Gather the lines below that include the string "Zdziechowskiego", copying each in full.

═══ DATA PROVIDED ═══

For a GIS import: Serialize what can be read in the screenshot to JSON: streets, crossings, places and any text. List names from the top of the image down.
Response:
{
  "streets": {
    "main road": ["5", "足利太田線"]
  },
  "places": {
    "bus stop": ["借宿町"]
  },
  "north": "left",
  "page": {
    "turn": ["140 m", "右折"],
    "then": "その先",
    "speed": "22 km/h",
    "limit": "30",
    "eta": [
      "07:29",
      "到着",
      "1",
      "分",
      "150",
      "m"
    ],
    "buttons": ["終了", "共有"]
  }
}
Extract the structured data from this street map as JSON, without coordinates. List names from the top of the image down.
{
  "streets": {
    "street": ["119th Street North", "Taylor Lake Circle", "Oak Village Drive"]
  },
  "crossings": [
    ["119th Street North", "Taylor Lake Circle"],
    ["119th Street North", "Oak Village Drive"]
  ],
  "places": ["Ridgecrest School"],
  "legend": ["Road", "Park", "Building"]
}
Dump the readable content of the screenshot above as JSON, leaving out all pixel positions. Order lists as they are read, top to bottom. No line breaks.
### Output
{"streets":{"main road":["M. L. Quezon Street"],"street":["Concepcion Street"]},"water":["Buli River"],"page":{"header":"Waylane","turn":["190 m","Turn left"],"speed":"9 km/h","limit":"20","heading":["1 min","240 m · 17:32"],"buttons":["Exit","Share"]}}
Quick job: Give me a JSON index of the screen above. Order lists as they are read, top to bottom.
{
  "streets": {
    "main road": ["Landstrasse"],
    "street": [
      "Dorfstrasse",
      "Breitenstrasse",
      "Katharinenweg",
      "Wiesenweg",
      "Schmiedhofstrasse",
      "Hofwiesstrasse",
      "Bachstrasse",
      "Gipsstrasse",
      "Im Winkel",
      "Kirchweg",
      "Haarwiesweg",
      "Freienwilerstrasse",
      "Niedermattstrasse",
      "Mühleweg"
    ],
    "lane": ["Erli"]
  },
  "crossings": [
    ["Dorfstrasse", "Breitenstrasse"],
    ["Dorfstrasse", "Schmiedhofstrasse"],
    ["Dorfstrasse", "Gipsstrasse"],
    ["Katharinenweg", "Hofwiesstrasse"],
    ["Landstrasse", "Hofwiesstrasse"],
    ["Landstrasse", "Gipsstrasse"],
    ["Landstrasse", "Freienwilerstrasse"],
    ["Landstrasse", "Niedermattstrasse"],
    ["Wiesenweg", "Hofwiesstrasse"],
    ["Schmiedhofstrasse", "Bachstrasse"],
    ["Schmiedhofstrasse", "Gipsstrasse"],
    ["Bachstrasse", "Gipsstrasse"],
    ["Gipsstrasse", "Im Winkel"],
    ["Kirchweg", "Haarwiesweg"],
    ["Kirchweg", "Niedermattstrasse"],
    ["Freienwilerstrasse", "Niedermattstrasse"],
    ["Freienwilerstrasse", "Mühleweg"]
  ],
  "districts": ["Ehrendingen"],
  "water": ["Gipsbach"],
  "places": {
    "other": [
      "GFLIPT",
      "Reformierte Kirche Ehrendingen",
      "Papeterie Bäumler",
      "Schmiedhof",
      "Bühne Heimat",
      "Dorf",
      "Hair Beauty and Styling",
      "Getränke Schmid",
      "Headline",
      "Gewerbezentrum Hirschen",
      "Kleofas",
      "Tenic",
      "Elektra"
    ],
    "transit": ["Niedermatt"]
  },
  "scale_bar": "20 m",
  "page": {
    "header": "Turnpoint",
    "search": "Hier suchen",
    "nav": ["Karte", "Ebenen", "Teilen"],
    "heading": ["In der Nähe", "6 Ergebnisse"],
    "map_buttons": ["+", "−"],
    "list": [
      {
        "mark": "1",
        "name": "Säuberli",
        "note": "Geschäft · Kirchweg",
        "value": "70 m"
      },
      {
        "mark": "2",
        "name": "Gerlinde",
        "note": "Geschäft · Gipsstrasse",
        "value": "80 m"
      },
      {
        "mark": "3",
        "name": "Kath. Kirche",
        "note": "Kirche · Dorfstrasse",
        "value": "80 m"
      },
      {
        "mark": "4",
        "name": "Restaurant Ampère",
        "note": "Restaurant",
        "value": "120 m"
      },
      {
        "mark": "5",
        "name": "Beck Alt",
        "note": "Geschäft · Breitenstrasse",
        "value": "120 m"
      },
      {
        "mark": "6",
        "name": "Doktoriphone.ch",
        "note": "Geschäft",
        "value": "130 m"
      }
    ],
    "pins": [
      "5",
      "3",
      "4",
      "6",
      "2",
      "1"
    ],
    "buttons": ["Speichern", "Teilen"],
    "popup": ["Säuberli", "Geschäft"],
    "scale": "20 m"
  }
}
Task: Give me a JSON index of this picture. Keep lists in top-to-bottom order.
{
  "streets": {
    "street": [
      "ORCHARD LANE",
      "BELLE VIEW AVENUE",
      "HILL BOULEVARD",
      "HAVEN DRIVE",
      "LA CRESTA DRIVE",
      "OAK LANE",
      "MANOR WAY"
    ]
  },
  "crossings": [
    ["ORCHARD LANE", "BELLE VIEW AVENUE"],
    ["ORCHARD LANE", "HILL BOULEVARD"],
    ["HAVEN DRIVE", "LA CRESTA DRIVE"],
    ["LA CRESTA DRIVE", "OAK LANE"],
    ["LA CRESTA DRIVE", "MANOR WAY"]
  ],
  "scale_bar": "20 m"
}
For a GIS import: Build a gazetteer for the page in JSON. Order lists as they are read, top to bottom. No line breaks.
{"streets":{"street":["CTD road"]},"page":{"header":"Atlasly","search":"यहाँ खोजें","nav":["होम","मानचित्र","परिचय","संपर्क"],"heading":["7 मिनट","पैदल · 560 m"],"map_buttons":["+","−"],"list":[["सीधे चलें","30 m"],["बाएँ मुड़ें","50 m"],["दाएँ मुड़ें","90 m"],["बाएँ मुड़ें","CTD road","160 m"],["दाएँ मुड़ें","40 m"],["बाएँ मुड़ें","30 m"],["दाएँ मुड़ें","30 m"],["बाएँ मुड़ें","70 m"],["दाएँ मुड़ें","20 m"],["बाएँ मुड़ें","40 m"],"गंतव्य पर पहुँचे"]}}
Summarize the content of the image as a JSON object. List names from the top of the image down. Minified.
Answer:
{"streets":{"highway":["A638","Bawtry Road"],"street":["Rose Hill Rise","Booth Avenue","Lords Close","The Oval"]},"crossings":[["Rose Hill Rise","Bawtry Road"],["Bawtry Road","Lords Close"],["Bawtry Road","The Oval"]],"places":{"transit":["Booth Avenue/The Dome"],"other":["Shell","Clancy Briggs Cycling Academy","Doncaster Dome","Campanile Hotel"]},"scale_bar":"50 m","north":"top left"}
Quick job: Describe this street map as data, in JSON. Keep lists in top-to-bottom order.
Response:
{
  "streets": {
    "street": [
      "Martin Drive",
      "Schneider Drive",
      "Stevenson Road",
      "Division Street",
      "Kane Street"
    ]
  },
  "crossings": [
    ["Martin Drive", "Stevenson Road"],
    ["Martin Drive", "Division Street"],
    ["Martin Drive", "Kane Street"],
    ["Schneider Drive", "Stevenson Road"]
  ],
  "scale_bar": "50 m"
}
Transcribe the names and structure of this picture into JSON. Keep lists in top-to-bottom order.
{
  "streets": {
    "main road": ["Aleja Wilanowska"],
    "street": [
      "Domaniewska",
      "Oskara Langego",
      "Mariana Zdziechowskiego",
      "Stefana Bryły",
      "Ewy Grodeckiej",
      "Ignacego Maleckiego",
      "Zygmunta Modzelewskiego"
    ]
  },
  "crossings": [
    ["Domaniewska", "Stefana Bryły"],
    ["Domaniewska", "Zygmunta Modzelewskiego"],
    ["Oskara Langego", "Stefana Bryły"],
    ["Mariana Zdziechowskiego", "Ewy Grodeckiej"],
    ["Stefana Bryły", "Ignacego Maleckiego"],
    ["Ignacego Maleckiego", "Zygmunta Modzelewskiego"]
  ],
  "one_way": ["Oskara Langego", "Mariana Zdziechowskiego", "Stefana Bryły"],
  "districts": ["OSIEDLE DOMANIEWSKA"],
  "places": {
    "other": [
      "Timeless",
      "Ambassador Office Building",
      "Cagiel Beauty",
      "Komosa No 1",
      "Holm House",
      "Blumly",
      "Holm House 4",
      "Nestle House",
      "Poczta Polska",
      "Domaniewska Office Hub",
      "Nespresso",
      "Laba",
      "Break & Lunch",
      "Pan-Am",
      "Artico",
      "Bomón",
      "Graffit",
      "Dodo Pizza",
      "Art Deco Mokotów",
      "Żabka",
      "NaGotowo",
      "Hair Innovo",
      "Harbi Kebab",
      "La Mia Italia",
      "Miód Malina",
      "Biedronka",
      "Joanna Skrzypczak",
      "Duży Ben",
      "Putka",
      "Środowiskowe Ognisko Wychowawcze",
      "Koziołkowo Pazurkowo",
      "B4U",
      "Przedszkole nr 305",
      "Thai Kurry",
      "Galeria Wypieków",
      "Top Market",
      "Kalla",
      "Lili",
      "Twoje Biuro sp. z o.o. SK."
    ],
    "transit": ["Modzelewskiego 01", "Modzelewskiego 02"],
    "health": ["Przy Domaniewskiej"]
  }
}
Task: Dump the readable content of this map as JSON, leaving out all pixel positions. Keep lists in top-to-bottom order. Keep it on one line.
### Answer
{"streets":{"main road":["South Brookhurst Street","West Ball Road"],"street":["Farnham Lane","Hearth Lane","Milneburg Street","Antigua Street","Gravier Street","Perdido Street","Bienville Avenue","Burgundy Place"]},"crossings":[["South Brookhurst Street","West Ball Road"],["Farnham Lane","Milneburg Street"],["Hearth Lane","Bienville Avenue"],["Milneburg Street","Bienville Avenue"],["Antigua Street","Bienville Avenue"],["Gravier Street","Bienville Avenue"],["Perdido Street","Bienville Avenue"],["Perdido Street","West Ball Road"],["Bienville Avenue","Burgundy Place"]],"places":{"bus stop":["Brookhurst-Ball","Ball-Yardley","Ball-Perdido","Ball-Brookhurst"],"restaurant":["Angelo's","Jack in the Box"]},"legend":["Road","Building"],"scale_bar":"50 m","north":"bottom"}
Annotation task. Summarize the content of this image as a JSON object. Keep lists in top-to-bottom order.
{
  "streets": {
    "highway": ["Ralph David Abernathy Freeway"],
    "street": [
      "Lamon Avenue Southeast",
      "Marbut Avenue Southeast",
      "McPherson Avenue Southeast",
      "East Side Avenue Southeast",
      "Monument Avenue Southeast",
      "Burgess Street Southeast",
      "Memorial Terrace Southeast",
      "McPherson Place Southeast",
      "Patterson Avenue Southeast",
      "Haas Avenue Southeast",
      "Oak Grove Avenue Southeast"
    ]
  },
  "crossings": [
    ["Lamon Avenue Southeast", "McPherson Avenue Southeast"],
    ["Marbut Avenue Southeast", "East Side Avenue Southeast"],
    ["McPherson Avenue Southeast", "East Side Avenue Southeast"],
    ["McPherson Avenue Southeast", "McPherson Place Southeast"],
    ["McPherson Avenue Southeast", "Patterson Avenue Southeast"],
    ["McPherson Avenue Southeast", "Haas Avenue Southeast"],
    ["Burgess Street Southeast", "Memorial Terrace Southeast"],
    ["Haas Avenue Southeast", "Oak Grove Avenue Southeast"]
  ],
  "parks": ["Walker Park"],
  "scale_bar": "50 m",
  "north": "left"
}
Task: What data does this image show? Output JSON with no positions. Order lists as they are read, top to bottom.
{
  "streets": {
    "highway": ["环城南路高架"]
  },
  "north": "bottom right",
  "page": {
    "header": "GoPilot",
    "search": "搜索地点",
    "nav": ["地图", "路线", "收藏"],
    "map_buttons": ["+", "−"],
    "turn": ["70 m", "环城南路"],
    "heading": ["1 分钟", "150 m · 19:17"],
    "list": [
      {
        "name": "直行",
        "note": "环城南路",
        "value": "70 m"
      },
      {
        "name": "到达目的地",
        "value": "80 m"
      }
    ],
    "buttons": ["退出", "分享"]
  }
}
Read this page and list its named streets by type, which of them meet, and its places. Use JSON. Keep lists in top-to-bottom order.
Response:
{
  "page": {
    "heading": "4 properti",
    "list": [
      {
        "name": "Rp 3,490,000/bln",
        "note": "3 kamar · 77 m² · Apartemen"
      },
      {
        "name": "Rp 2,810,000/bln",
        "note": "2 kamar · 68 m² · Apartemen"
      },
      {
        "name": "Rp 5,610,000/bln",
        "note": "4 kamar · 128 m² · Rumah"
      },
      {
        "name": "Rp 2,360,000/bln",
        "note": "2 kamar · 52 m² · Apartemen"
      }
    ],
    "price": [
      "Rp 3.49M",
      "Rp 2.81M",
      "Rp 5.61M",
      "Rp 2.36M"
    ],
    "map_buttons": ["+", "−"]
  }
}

═══

* **TASK SOLUTION**
      "Mariana Zdziechowskiego",
    ["Mariana Zdziechowskiego", "Ewy Grodeckiej"],
  "one_way": ["Oskara Langego", "Mariana Zdziechowskiego", "Stefana Bryły"],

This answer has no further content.